++++ SUPPLIED DATA
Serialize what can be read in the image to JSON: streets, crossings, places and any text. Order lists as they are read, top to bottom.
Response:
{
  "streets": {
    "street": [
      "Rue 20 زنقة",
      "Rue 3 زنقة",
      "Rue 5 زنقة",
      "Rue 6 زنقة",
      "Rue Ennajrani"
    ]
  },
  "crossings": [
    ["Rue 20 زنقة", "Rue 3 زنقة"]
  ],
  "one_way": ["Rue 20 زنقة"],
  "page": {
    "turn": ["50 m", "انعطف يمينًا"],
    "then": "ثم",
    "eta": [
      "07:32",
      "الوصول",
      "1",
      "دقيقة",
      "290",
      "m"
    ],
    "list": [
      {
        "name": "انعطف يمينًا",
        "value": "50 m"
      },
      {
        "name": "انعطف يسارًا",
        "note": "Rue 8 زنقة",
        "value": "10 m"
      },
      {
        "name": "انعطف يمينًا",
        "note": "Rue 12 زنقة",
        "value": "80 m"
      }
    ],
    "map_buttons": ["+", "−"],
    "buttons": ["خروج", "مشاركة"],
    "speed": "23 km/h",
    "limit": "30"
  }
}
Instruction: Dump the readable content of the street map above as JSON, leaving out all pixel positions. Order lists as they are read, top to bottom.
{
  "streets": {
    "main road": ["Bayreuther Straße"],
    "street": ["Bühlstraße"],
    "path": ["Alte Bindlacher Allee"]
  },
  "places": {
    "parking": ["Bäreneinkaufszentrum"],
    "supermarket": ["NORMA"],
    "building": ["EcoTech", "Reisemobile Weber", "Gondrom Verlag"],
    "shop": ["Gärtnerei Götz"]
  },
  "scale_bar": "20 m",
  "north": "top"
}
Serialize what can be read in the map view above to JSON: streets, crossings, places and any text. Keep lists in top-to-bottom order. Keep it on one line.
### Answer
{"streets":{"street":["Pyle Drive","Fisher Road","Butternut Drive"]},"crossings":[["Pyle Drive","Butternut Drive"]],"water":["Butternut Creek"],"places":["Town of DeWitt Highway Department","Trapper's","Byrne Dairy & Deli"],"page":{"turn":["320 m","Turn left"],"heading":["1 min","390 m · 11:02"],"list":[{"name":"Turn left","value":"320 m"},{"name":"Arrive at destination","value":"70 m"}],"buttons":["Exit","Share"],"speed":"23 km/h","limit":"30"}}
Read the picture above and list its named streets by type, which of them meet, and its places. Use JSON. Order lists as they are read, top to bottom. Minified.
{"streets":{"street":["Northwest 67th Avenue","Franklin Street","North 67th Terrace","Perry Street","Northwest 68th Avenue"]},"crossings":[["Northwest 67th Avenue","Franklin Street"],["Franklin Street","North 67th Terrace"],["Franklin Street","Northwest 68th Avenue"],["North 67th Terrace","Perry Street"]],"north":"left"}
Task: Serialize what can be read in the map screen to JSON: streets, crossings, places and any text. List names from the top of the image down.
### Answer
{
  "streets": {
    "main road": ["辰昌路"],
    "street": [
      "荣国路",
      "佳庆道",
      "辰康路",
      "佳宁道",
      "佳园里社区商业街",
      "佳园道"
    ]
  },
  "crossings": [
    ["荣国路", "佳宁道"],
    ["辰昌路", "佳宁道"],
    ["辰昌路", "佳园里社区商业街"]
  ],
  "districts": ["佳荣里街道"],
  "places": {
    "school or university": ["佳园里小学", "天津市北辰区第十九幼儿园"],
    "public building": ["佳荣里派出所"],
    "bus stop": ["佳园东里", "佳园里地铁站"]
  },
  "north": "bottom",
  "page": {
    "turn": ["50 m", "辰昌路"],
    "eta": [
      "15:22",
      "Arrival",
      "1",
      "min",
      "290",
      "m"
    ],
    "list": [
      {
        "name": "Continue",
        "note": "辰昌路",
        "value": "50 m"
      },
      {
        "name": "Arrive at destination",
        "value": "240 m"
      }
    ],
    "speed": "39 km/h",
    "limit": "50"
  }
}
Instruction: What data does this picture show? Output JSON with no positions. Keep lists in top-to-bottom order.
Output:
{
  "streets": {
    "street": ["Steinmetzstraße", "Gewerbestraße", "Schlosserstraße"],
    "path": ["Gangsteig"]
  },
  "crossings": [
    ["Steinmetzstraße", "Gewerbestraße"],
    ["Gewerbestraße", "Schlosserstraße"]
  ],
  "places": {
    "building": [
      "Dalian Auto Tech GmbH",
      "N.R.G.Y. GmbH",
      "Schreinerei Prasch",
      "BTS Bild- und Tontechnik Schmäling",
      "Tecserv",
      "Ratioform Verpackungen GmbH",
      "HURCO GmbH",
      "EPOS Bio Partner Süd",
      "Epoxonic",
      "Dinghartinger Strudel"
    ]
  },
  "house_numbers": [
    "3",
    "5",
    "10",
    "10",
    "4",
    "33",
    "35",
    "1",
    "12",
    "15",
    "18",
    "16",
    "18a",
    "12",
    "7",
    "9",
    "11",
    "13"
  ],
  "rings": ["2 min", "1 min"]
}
++++++++
▶ [AIM OF THE TASK]: Repeat the entries above verbatim, but only from the line that has "Instruction: Dump the" down to the line that has "Task: Serialize what", inclusive.

▶ [EXERCISE ANSWER]:
Instruction: Dump the readable content of the street map above as JSON, leaving out all pixel positions. Order lists as they are read, top to bottom.
{
  "streets": {
    "main road": ["Bayreuther Straße"],
    "street": ["Bühlstraße"],
    "path": ["Alte Bindlacher Allee"]
  },
  "places": {
    "parking": ["Bäreneinkaufszentrum"],
    "supermarket": ["NORMA"],
    "building": ["EcoTech", "Reisemobile Weber", "Gondrom Verlag"],
    "shop": ["Gärtnerei Götz"]
  },
  "scale_bar": "20 m",
  "north": "top"
}
Serialize what can be read in the map view above to JSON: streets, crossings, places and any text. Keep lists in top-to-bottom order. Keep it on one line.
### Answer
{"streets":{"street":["Pyle Drive","Fisher Road","Butternut Drive"]},"crossings":[["Pyle Drive","Butternut Drive"]],"water":["Butternut Creek"],"places":["Town of DeWitt Highway Department","Trapper's","Byrne Dairy & Deli"],"page":{"turn":["320 m","Turn left"],"heading":["1 min","390 m · 11:02"],"list":[{"name":"Turn left","value":"320 m"},{"name":"Arrive at destination","value":"70 m"}],"buttons":["Exit","Share"],"speed":"23 km/h","limit":"30"}}
Read the picture above and list its named streets by type, which of them meet, and its places. Use JSON. Order lists as they are read, top to bottom. Minified.
{"streets":{"street":["Northwest 67th Avenue","Franklin Street","North 67th Terrace","Perry Street","Northwest 68th Avenue"]},"crossings":[["Northwest 67th Avenue","Franklin Street"],["Franklin Street","North 67th Terrace"],["Franklin Street","Northwest 68th Avenue"],["North 67th Terrace","Perry Street"]],"north":"left"}
Task: Serialize what can be read in the map screen to JSON: streets, crossings, places and any text. List names from the top of the image down.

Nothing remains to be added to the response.